During the race van Gindere asked himself, “why there wasn’t a system that made it possible to increase or decrease the tyre pressure while cycling”. There followed various other instances of leaking or slow punctures that finally led him to start working on the KAPS system. After gathering a team of engineers and a few years of tweaking, Graava KAPS wheels are ready to pre-order now, with delivery expected to be January ’24.

What is Graava KAPS?

So what is Graava’s KAPS system, how does it work and do you need one? Looking through Graava’s website and the system seems fairly simple, although technically difficult. At the heart of the hub is a multi-stage membrane pump. These pumps are activated when a cam mounted on the rotating axle passes under them, forcing a piston up, a spring then returns it. Repeat that action three times every rotation and you have inflation. A clutch separates the pump, so it only works when you activate it, power loss during operation is claimed to be 4 watts.

This image from Graava, show the airline running into the valve, which can still be pumped as normal

An airline runs from the hub, down a spoke to the valve and into the tubeless rim.
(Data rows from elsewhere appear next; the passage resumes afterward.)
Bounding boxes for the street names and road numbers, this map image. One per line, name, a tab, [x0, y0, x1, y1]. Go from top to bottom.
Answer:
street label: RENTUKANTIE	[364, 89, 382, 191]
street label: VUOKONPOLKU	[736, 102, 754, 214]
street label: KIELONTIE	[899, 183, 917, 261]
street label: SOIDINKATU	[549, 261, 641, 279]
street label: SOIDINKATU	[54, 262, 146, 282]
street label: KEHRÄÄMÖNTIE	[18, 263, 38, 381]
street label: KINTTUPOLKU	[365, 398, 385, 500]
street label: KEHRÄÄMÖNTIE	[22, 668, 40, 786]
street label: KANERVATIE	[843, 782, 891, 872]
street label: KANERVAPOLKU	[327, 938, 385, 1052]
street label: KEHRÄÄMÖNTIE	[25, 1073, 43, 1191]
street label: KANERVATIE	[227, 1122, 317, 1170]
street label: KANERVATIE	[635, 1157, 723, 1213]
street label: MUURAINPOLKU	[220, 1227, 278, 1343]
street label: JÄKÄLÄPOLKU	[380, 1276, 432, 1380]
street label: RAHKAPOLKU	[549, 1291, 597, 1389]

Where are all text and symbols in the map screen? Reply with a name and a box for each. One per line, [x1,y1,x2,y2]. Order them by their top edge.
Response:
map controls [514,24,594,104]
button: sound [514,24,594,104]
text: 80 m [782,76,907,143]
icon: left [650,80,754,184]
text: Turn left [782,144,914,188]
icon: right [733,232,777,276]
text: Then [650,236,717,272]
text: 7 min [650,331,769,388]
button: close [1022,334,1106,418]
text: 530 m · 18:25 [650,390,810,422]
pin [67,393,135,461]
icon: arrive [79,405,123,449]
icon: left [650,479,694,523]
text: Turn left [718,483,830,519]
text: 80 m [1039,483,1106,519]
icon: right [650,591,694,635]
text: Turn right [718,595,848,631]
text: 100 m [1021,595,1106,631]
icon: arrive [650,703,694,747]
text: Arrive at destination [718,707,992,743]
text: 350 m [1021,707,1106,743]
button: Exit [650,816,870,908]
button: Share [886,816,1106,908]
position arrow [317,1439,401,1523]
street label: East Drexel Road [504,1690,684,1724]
The valve also has a standard Presta top to it, so you can still inflate with a normal pump if needed. A PCB in the hub has sensors, antenna and miniature electropneumatic valves. This allows the system to monitor and control air pressure. This is all communicated via BLE 5.0 and ANT protocols to your head-unit and the bar-mounted controller. The hub also has a charger port to keep the electrics running.
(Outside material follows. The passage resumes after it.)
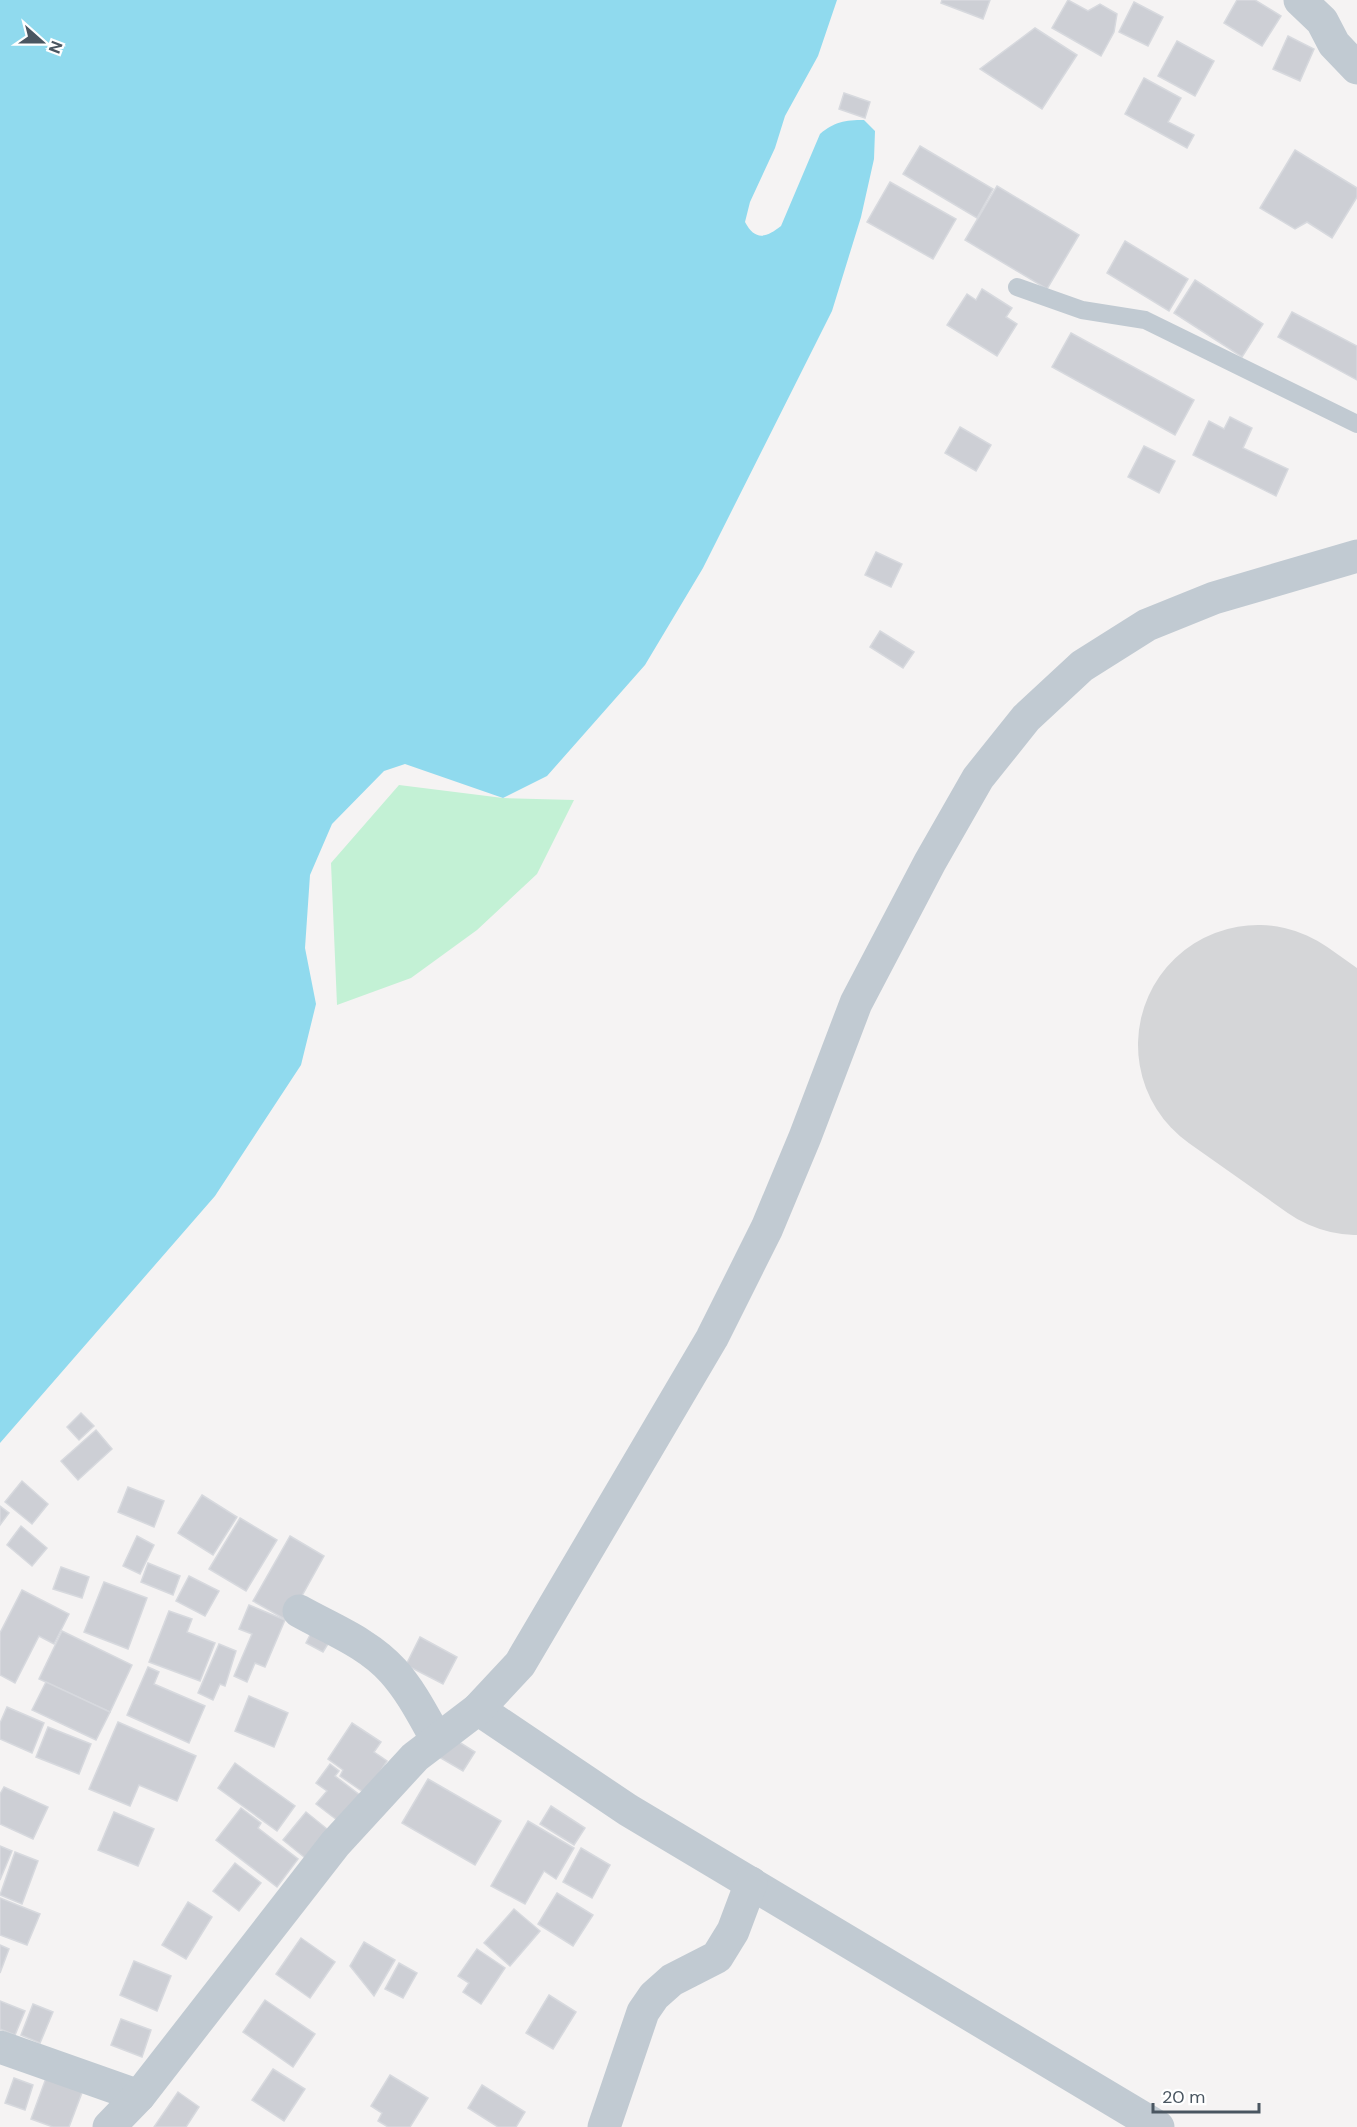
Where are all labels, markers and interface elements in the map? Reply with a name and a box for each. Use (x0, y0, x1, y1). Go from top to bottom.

Three wheelsets to choose from

And all this is built into the Graava KAPS line of wheels, of which there are three covering road, gravel and Mtb. The road model is the GRAVAA R-40|44 this wheelset uses carbon Reserve 40|44 rims with DT Swiss Aerolite/Aero Comp spokes and DT Swiss hub parts. The aero profile rims measure 40mm at the front and 44mm at the rear in height and has a 25.5/25mm front/rear split for the internal width, weight is 1970g. Price for the R40/44 is €4299.

Graava R40/44 wheelset
Graava R40/44 wheelset

The Graava GX-30 is the gravel/touring wheelset. This has a 30mm high carbon rim, with a 25mm internal width. DT Swiss provide the Competition Race spokes and freehub, weight is again 1970g. For the MTBers Graava have the Graava XC-28. This uses a Boost hub and has a 28mm high rim with a 30mm internal width. DT Swiss provide the Competition Race spokes and freehub, weight is 1990g. All the wheels are disc-brake only, tubeless and can run SRAM XDR, Campagnolo or Shimano Microspline freehubs. Both the GX-30 and XC-28 are available on order for €2929.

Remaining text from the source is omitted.